George Washington Papers

To George Washington from Robert Turnbull, 27 May 1785

From Robert Turnbull

[Sprouston near Kelso, Scotland]
May 27th 1785.

Honourable Sir

The greatness and dignity of your character for the virtues of a Patriot will command the Veneration of future ages; and those graces that adorn, and render aimiable your private life encourage and embolden me to address you in an affair, in which I am much interested. Tho I trust I have a mind above the Love of money, yet as old age is approaching; for I have been above forty two years a Minister of the Gospel, the just debt due to me by my deceased brother when recovered would be most convenient; just as I hope you will be convinced, by the perusal of my deceased brothers letter to me, which I have transcribed and inserted in this.1 The only favour Good Sir I have to request of you, is to recommend to me some man of business in Virginia, to recover by the Law of that country, this Lawful and just debt.
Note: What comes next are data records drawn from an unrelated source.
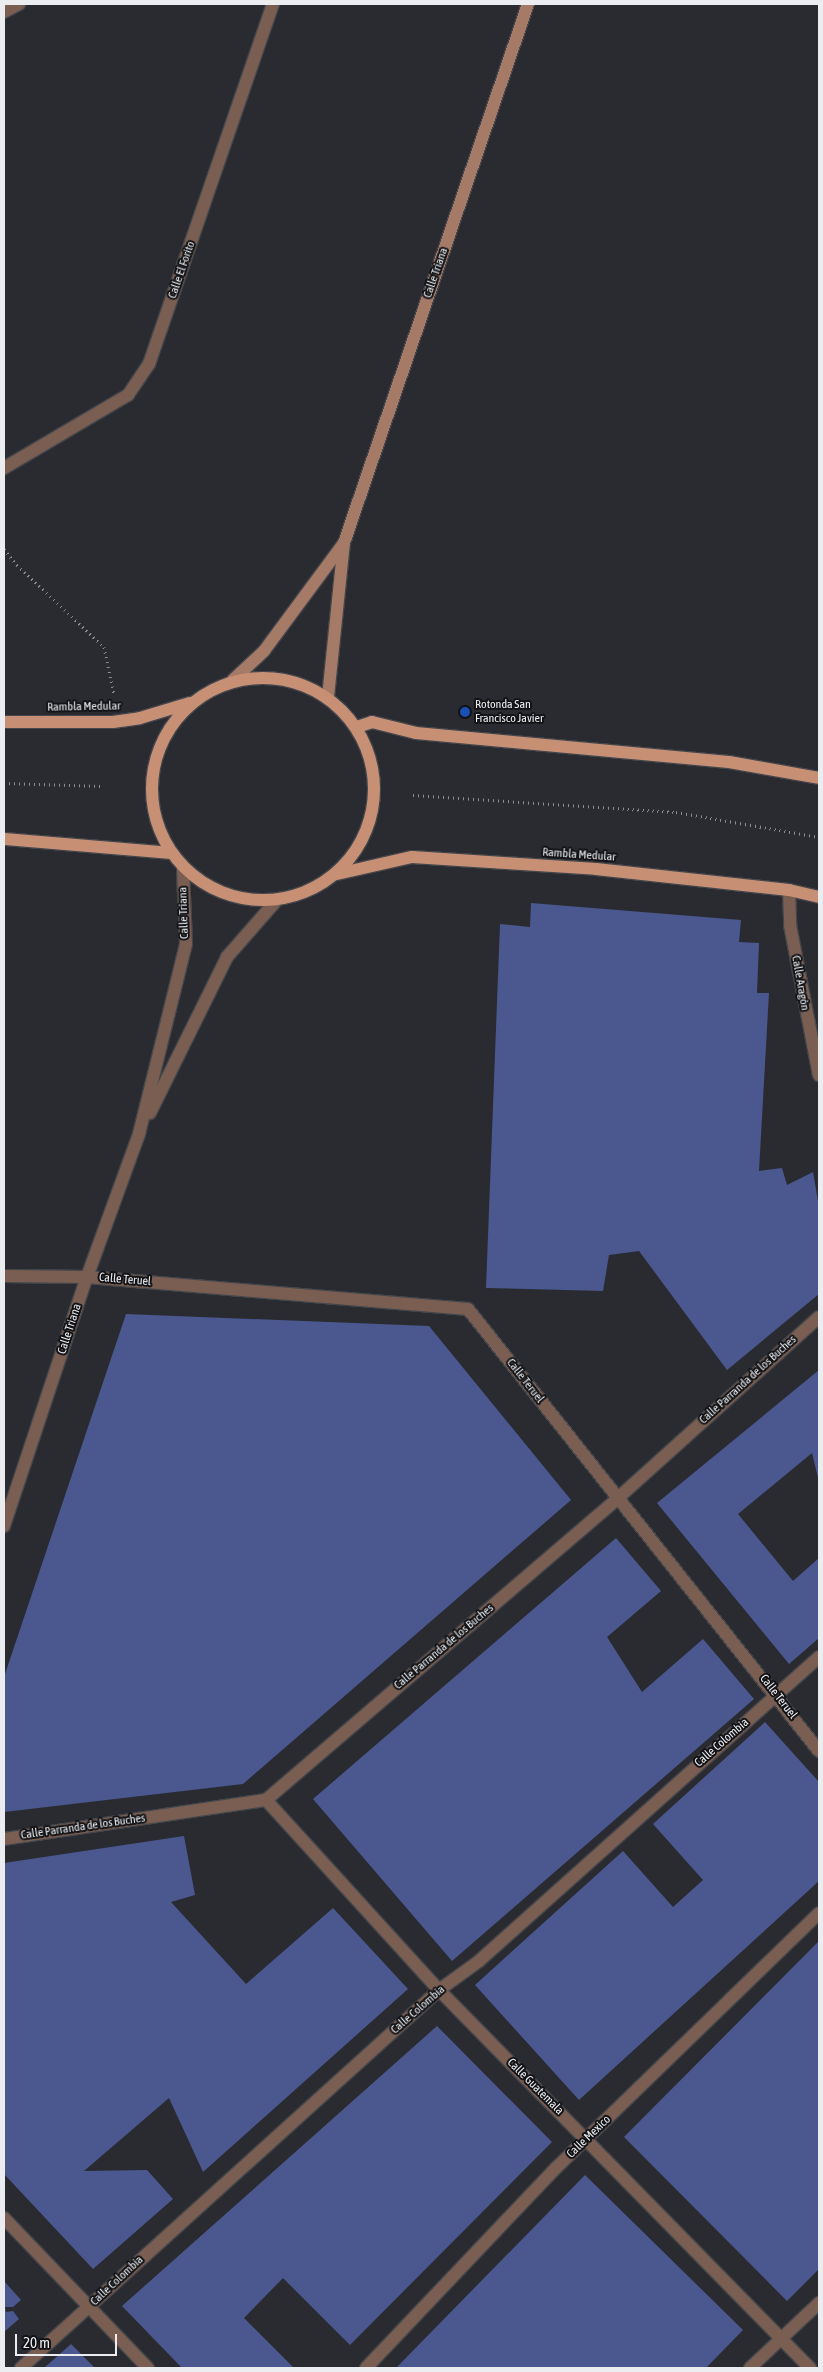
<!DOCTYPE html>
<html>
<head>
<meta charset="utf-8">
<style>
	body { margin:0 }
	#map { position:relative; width:823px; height:2372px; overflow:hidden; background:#292b31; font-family:"Asap Condensed",sans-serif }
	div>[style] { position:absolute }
	.building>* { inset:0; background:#4a588f }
	.path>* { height:3px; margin-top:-1.5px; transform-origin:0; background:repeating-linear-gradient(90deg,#8b8d92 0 1px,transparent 0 5px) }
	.roads { filter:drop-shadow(1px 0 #44464c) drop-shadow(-1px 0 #44464c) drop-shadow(0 1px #44464c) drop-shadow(0 -1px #44464c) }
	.minor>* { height:12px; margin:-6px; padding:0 6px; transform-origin:6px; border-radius:6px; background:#795e51 }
	.tertiary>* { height:12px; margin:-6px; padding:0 6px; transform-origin:6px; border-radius:6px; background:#795e51 }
	.secondary>* { height:12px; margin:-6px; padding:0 6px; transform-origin:6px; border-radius:6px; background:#a57a66 }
	.primary>* { height:12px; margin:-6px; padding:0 6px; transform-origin:6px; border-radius:6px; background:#c79075 }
	.primary>.ring { margin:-6px; padding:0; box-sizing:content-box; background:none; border:12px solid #c79075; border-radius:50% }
	.dots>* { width:14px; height:14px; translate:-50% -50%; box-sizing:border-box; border:2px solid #121316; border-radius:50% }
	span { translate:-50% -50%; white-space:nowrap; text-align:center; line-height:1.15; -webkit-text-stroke:4px #121316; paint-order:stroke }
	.street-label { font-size:12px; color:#ecedf1 }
	.poi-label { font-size:12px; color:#ecedf1 }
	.left { translate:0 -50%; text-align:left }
	.frame { position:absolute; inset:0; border:5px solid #ecedf1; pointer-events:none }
	.scale { position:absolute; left:15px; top:2334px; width:102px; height:22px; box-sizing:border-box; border:2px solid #ecedf1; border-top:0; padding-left:6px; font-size:15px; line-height:18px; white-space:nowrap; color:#ecedf1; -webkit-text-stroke:4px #121316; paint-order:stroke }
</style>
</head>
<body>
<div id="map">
	<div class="building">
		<i style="clip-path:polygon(531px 903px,741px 920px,739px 942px,759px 943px,757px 993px,769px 993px,759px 1171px,782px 1168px,787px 1185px,813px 1172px,819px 1207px,819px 1294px,727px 1370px,639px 1251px,609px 1255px,603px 1291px,486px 1288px,500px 924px,530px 927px)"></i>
		<i style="clip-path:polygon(126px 1314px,429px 1326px,571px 1500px,243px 1784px,4px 1812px,4px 1677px)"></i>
		<i style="clip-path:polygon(819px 1370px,819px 1482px,812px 1453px,738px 1514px,793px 1581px,819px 1558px,819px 1638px,789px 1664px,657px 1503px)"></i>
		<i style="clip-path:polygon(616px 1538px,661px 1591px,607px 1637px,642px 1692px,703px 1639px,754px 1699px,452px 1961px,313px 1799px)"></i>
		<i style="clip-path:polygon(765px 1722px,819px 1782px,819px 1881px,579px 2100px,475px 1985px,623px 1851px,673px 1907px,703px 1880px,653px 1824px)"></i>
		<i style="clip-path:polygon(184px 1836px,195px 1895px,171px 1902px,246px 1984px,333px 1908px,408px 1989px,203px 2172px,169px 2098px,84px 2171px,147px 2170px,173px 2199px,93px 2269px,4px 2174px,4px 1863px)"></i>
		<i style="clip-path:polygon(819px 1941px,819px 2269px,787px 2301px,624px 2137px)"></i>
		<i style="clip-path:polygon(437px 2026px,552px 2142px,350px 2345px,283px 2278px,244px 2318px,294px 2368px,182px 2368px,122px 2306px)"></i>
		<i style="clip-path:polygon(585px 2175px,743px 2330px,706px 2368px,396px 2368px)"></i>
		<i style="clip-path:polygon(4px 2281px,21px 2300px,13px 2307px,5px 2307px,6px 2312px,13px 2311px,19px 2319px,4px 2332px)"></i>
		<i style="clip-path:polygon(71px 2344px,95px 2368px,44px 2368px)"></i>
	</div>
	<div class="path">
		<i style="left:4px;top:549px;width:21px;rotate:51deg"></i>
		<i style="left:17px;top:565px;width:120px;rotate:43.3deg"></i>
		<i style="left:104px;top:647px;width:48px;rotate:78deg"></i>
		<i style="left:4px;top:783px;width:99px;rotate:1.7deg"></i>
		<i style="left:413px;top:795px;width:264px;rotate:3.7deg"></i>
		<i style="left:676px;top:812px;width:145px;rotate:9.9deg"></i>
	</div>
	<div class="roads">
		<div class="minor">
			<i style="left:4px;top:12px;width:17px;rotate:-28deg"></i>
			<i style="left:4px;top:468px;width:144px;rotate:-30.5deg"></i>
			<i style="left:128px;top:395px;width:37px;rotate:-56deg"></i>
			<i style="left:149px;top:364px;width:381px;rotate:-71deg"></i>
			<i style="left:789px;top:890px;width:35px;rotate:88deg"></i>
			<i style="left:790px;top:925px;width:153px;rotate:79.1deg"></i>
			<i style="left:266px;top:1800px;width:257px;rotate:47.7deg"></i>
			<i style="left:439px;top:1990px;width:530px;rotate:45.54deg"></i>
			<i style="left:4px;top:1839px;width:265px;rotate:-8.5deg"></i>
			<i style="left:266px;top:1800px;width:464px;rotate:-40.6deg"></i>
			<i style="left:618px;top:1498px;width:270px;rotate:-42deg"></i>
			<i style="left:4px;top:2218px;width:208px;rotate:46.2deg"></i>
			<i style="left:21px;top:2368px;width:564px;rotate:-42.12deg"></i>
			<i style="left:439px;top:1990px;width:49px;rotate:-35.9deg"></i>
			<i style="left:479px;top:1961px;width:456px;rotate:-41.8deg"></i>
			<i style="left:366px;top:2368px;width:276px;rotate:-46.5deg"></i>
			<i style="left:556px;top:2168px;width:366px;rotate:-44.1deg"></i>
			<i style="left:750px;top:2368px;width:95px;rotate:-43.3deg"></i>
		</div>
		<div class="tertiary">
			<i style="left:150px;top:1113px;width:174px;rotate:-63.7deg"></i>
			<i style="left:227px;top:957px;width:74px;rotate:-48.8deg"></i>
			<i style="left:4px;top:1276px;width:83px;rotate:0.7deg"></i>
			<i style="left:87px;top:1277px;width:382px;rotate:4.8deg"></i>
			<i style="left:468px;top:1309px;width:564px;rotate:51.55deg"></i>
			<i style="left:4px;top:1526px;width:262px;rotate:-71.6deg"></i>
			<i style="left:87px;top:1277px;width:152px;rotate:-70deg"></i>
			<i style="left:139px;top:1134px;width:196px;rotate:-76.1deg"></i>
			<i style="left:186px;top:944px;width:76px;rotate:-92.3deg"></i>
		</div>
		<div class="secondary">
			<i style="left:233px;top:680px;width:42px;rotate:-43.1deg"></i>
			<i style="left:264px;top:651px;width:134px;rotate:-53.5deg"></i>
			<i style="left:328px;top:697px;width:155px;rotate:-84.1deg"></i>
			<i style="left:344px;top:543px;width:570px;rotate:-71.15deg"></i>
		</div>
		<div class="primary">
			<i class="ring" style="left:152px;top:678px;width:210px;height:210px"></i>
			<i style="left:4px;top:722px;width:109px"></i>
			<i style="left:113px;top:722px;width:27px;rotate:-8deg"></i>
			<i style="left:140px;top:718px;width:52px;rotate:-16.7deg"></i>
			<i style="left:357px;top:727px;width:16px;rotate:-18deg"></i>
			<i style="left:372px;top:722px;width:45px;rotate:14deg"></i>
			<i style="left:416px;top:733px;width:314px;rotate:5.3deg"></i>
			<i style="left:729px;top:762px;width:91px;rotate:10.1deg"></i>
			<i style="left:4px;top:839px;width:168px;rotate:4.8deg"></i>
			<i style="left:337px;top:874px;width:77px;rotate:-12.8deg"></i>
			<i style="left:412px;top:857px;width:184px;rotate:3.7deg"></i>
			<i style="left:596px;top:869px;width:194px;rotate:6.2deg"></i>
			<i style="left:789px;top:890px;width:31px;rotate:13deg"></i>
		</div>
	</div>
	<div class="dots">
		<i style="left:465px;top:712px;background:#1a4fb4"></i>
	</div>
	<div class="street-label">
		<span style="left:182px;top:270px;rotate:-71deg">Calle El Forito</span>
		<span style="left:436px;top:273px;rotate:-71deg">Calle Triana</span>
		<span style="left:84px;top:707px;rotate:-1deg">Rambla Medular</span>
		<span style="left:579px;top:855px;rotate:4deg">Rambla Medular</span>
		<span style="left:184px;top:913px;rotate:-92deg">Calle Triana</span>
		<span style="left:800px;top:983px;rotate:80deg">Calle Aragón</span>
		<span style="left:125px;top:1280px;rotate:5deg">Calle Teruel</span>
		<span style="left:70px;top:1329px;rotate:-72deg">Calle Triana</span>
		<span style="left:748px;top:1380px;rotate:-42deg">Calle Parranda de los Buches</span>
		<span style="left:525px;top:1381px;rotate:52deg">Calle Teruel</span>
		<span style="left:444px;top:1647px;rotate:-40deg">Calle Parranda de los Buches</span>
		<span style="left:778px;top:1697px;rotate:52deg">Calle Teruel</span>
		<span style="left:722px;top:1743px;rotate:-41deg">Calle Colombia</span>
		<span style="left:83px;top:1827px;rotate:-8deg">Calle Parranda de los Buches</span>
		<span style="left:418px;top:2010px;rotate:-41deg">Calle Colombia</span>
		<span style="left:535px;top:2087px;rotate:45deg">Calle Guatemala</span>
		<span style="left:589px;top:2137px;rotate:-44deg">Calle Mexico</span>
		<span style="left:117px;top:2281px;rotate:-43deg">Calle Colombia</span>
	</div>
	<div class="poi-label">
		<span class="left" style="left:475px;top:712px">Rotonda San<br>Francisco Javier</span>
	</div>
	<div class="frame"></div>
	<div class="scale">20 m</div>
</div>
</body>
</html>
How happy for mankind were there a free and open intercourse among the nations and all men were treated as brethern. I have wrote two letters to my nephew Robert Turnbull in Virginia who has succeeded to the whole of my Brothers estate, on what foundation I am quite uncertain (but it can never exclude the payment of a just debt) for he has not had the civility to answer my letters, neither had he the Humanity to notify to me the death of my brother. I had rather be poor with that virtue, than be possessed of the greatest riches. My residence is at Sprouston near Kelso North Britain. I am with the highest esteem your most humble Servant

Robert Turnbull


1See Robert Johnston to GW, and notes, this date. At the bottom of his letter, Robert Turnbull adds an excerpt from a letter that his brother Charles Turnbull wrote to “Dear Brother Robie” from “Virginia. Park Hall. Dinwiddie County. 6 February 1768.” In the excerpt, after expressing his pleasure that their “dear Sister Stevenson” and her daughter had chosen to live with Robert “at Sprouston,” Charles Turnbull wrote his brother: “You may make this letter binding on my estate after I am no more of this lower world, that whatever you are or has been in advance for my sister on her daughters Board, cloaths, or for any thing else . . . you shall be refunded or repaid two pounds for one pound Sterling . . . .” Robert Turnbull made this notation at the end of the excerpt: “There is more in the letter but it does not relate to my claim on [his nephew] Robert Turnbull. My claim at a very moderate computation amounts to more than one thousand pounds sterling.”